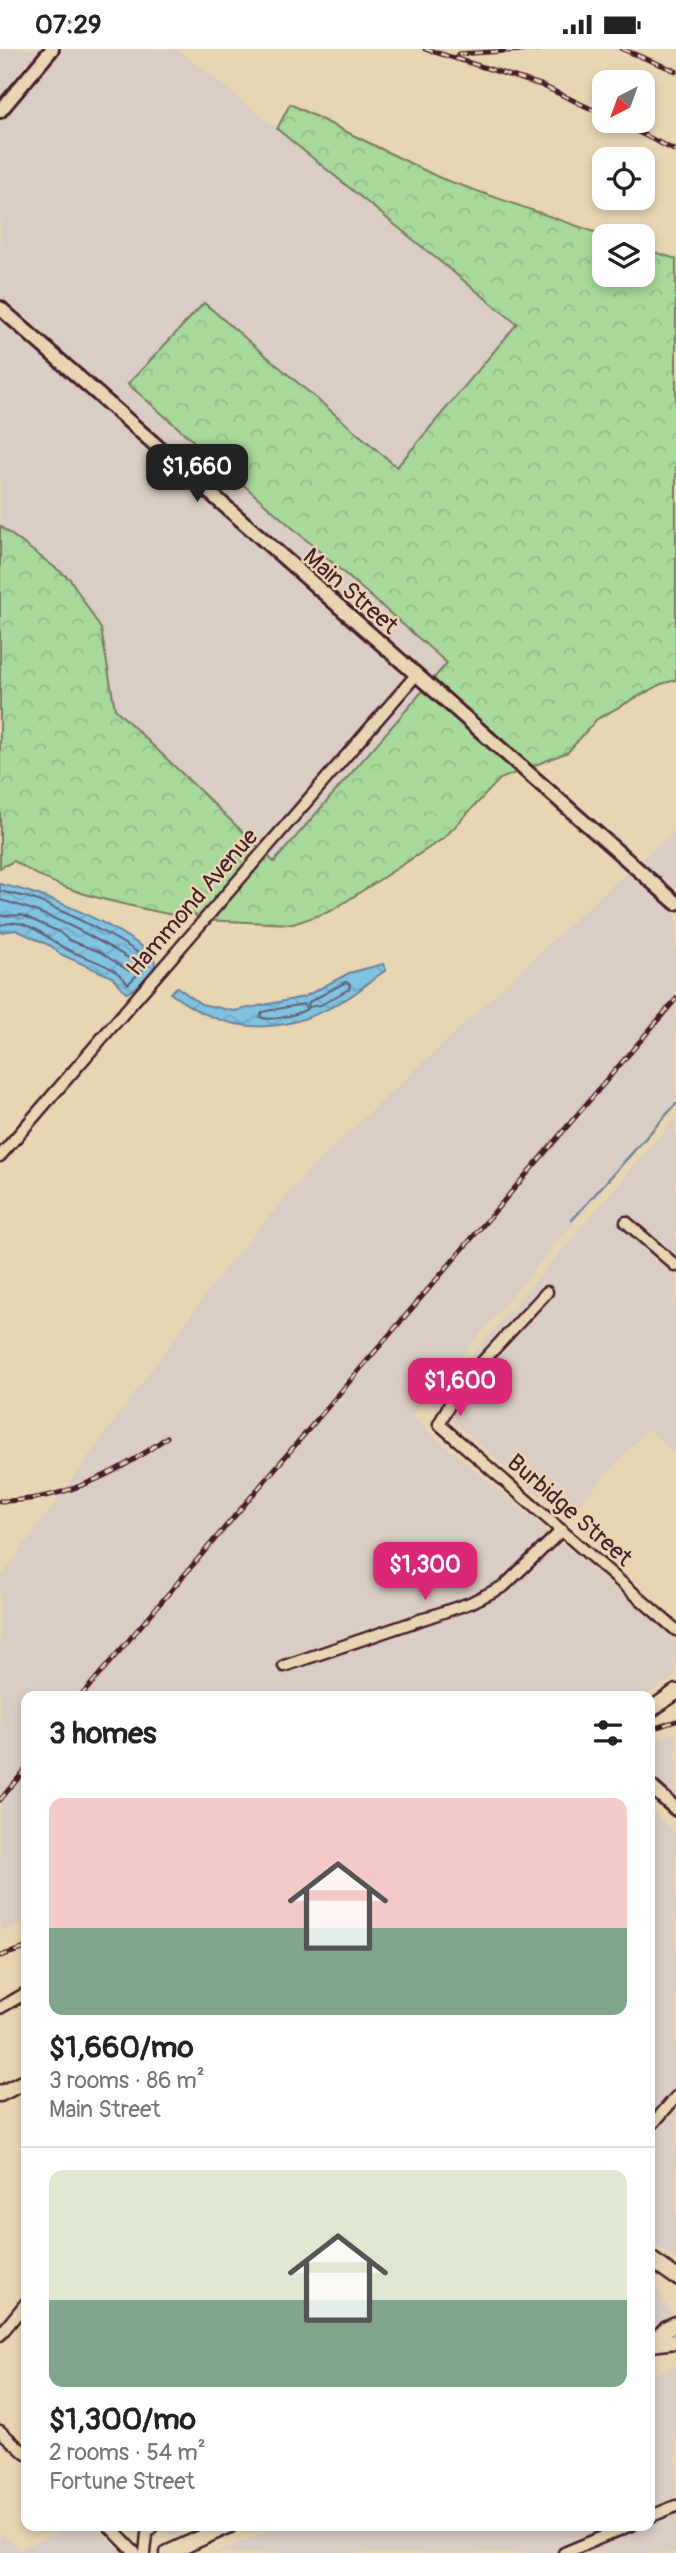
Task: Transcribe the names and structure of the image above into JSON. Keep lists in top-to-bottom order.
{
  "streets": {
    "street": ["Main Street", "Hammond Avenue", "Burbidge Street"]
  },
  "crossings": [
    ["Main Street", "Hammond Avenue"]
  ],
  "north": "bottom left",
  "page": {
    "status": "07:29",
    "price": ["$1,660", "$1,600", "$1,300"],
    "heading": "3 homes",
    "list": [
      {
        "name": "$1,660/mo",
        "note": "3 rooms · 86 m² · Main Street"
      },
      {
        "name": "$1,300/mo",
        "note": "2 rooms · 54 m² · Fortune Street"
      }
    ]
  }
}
-=-=-=-=-
◆ Brief: Would you mind repeating the records above exactly, without the pictures?

◆ Response:
Task: Transcribe the names and structure of the image above into JSON. Keep lists in top-to-bottom order.
{
  "streets": {
    "street": ["Main Street", "Hammond Avenue", "Burbidge Street"]
  },
  "crossings": [
    ["Main Street", "Hammond Avenue"]
  ],
  "north": "bottom left",
  "page": {
    "status": "07:29",
    "price": ["$1,660", "$1,600", "$1,300"],
    "heading": "3 homes",
    "list": [
      {
        "name": "$1,660/mo",
        "note": "3 rooms · 86 m² · Main Street"
      },
      {
        "name": "$1,300/mo",
        "note": "2 rooms · 54 m² · Fortune Street"
      }
    ]
  }
}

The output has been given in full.